[Material for this task]
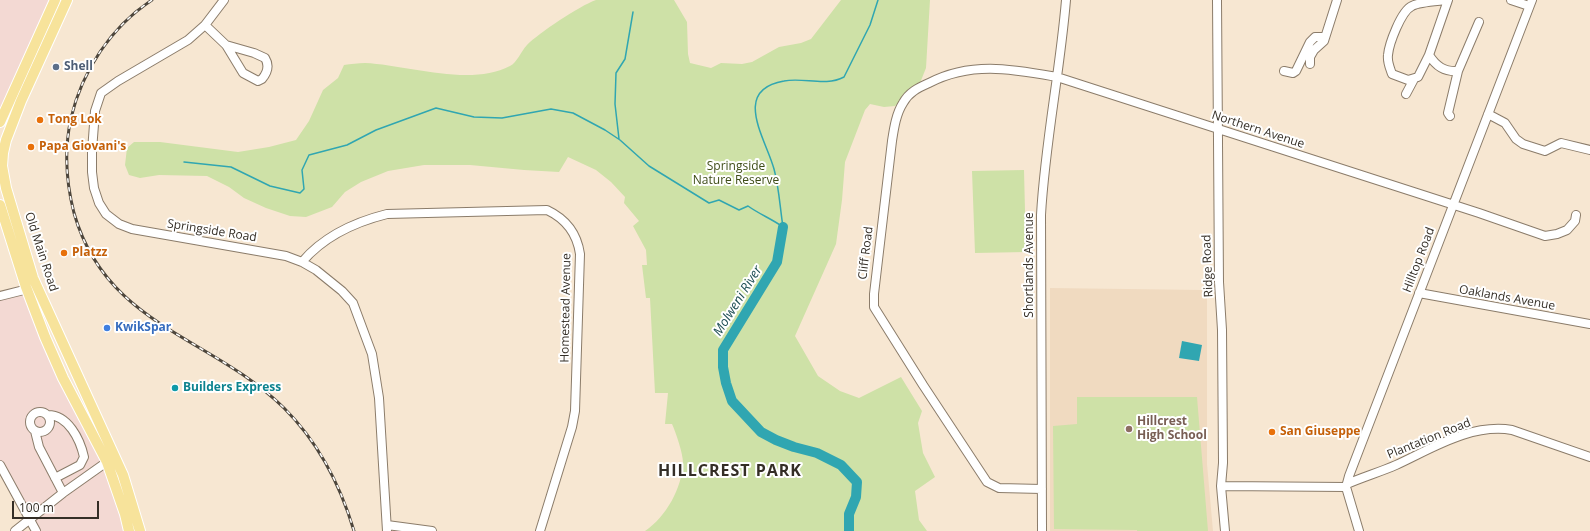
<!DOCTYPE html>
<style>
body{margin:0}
#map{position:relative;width:1590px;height:531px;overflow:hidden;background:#f7e7d2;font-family:"Open Sans",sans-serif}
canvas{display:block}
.scale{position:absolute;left:12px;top:501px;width:87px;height:18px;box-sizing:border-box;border:2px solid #342e26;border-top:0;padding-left:5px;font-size:12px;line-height:14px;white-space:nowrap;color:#342e26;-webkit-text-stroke:3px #fff;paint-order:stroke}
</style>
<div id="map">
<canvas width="1590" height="531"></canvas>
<div class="scale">100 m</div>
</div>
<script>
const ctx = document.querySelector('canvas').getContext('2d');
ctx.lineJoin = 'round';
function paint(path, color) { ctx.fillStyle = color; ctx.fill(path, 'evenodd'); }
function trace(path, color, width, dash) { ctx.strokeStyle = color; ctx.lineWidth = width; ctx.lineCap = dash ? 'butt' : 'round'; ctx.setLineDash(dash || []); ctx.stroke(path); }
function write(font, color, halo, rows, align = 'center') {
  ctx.font = font + ' "Open Sans",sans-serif'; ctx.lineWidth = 4; ctx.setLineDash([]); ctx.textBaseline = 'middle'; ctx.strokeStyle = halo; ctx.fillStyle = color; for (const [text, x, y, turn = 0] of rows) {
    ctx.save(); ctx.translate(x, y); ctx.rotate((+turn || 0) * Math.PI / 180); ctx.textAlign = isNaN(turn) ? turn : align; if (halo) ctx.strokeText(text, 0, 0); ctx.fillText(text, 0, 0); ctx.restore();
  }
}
const commercial = new Path2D(`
 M0,0H55L0,122Z
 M27,289L93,436L129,531H36L0,465V296Z`);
const built = new Path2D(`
 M1050,288L1203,290L1207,293V464L1213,531H1050Z`);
const green = new Path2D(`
 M596,0H674L687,22L688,54L690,63L711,68L721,63L742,64L752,62L779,47L801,43L811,39L841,0H930L926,68L920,83L895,106L884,107L870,104L865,110L845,162L842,200L836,244L795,336L818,376L840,391L859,398L901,377L922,411L918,423L923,453L935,477L915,491L919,520L927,531H645C666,517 682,488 683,463C683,453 676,433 672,424H665L668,393H655L650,298H646L642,265H647L646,250L633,226L639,221L624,203L625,197L611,182L596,170L568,157L559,172L524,170L470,165H424L388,171L361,182L345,192L332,207L306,217L290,216L266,208L244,198L229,187L207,176L159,175L140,178L129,175L125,165L127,148L134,142H160L238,152L269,147L296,140L309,121L323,90L338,78L344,65C351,64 358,63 365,63C408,65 470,87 510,66C517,63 521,51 527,45C539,33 579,6 596,0Z
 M1024,170L1026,252L975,253L972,171Z
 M1077,397H1197L1208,531H1137V530L1054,529L1053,426L1077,424Z`);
const water = new Path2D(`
 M1182,341L1202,345L1199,361L1179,358Z`);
const stream = new Path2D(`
 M619,139L615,104L616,73L625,59L633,12
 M184,162L231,167L270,186L300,193L304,189L302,170L309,155L347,145L376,130L436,108L474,117L502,118L551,109L573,113L605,130L620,140L649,166L709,203L719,200L739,210L748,206C759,214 772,219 783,227
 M783,227C780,208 779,187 774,169C766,139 731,90 784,81C804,77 825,87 844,77L870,25L878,0`);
const river = new Path2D(`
 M783,227L777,262L723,350V367L726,383L732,401L761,432L776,440L794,447L817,453L841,465L857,482L856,497L849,514V531`);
const minor = new Path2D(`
 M224,0L205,25L188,40L118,81L101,93L95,111L92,151V172L94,188L99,203L106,214L119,224L132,229L286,256L302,262L316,270L342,291L353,303L372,354L379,398L387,531
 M1217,0L1219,282L1222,330L1223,463L1221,486L1225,531
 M1448,0L1429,55C1436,66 1444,72 1458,71L1479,22
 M1511,0L1529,6
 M205,25L226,45L243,73L258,81L262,79C267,73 270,66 265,58L254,53L226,45
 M1429,55L1418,77L1408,80L1392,74C1390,68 1387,62 1388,55C1389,44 1401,11 1412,6C1418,2 1438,1 1446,0
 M1310,64V57L1314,50L1324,41L1337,0
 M1284,71L1293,73L1296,71L1310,42L1315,37H1325
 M1406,94L1414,79
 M1488,114L1505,123L1516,139L1523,144L1545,151L1561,143L1590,150
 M1450,116L1448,113L1458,71
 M302,262C324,236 355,222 387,214L547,210C566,219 577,233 580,254L575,411L572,427L540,531
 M1419,293L1590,324
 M0,296L32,288
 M30 422a10 10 0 1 1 20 0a10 10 0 1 1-20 0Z
 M48,415C68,415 80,439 84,457L80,465L55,478
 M35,431L39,447L63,493
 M0,465L36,531
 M1347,484C1363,477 1380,472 1396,465C1431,449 1471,423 1512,430L1590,457
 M1221,486L1346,487
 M1042,489L999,488L987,482L923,385L874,307V294L892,141C894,128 896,114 903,103C909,92 918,88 929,83C971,61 1012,69 1057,77L1479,213L1545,236L1557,234L1567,230L1575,221L1576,215
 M387,525L432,531
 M15,531L63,493L111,459
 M1042,531L1041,215C1045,143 1060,72 1066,0
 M1359,531L1346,487L1349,476L1532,0`);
const major = new Path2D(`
 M67,0L21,101L6,140L3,153L2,166L6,188L33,278L123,475L140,531
 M0,122L55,0
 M0,205L26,287L45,337L63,378L107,462L125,514L129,531`);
const rail = new Path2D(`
 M152,0C111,27 82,71 71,118C64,150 66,182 74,213C106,326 211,336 284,408C319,443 340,484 354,531`);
const markers = [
 [56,67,4,"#5c6f8a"],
 [40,120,4,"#e8710a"],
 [31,147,4,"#e8710a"],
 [64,253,4,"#e8710a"],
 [107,328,4,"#3f7fe0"],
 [175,388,4,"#0f9aa8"],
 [1129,429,4,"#8d6e63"],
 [1272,432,4,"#e8710a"]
];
const serviceNames = [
 ["Shell",64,67]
];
const foodNames = [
 ["Tong Lok",48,120],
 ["Papa Giovani's",39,147],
 ["Platzz",72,253],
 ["San Giuseppe",1280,432]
];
const streetNames = [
 ["Northern Avenue",1258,130,18],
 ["Springside Road",212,231,9],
 ["Old Main Road",41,252,72],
 ["Cliff Road",866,253,-83],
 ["Hilltop Road",1419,260,-69],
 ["Shortlands Avenue",1030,265,-90],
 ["Ridge Road",1208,266,-92],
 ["Oaklands Avenue",1507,298,10],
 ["Homestead Avenue",566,308,-89],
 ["Plantation Road",1429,439,-22]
];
const parkNames = [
 ["Springside",736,167],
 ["Nature Reserve",736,181]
];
const shopNames = [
 ["KwikSpar",115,328]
];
const cultureNames = [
 ["Builders Express",183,388]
];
const educationNames = [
 ["Hillcrest",1137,422],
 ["High School",1137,436]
];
const waterNames = [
 ["Molweni River",738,301,-58]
];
const districtNames = [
 ["HILLCREST PARK",730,471]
];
paint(commercial, '#f3d9d3');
paint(built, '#f0dac0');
paint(green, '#cee1a7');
paint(water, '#30a6b1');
trace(stream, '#30a6b1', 1.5);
trace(river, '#30a6b1', 10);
trace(minor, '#8b7c6a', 10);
trace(major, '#fff', 12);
trace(minor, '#fff', 8);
trace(major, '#f7e39b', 10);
trace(rail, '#4d463c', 3);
trace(rail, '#fff', 1.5, [4.5]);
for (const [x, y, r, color] of markers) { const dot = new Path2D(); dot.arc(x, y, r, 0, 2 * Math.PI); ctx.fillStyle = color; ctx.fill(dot); trace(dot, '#fff', 1.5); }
write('bold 12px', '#4e5e75', '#fff', serviceNames, 'left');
write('bold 12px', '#c56008', '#fff', foodNames, 'left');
write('12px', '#342e26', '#fff', streetNames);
write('12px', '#3e4c17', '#fff', parkNames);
write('bold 12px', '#366cbe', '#fff', shopNames, 'left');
write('bold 12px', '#0d838f', '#fff', cultureNames, 'left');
write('bold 12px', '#785e54', '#fff', educationNames, 'left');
write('italic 13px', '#205056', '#fff', waterNames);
ctx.letterSpacing = '1px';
write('bold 16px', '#342e26', '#fff', districtNames);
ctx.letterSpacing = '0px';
</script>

[Try it]
Which lines above contain the word "canvas"? Copy all of them.

[Solution to the exercise]
canvas{display:block}
<canvas width="1590" height="531"></canvas>
const ctx = document.querySelector('canvas').getContext('2d');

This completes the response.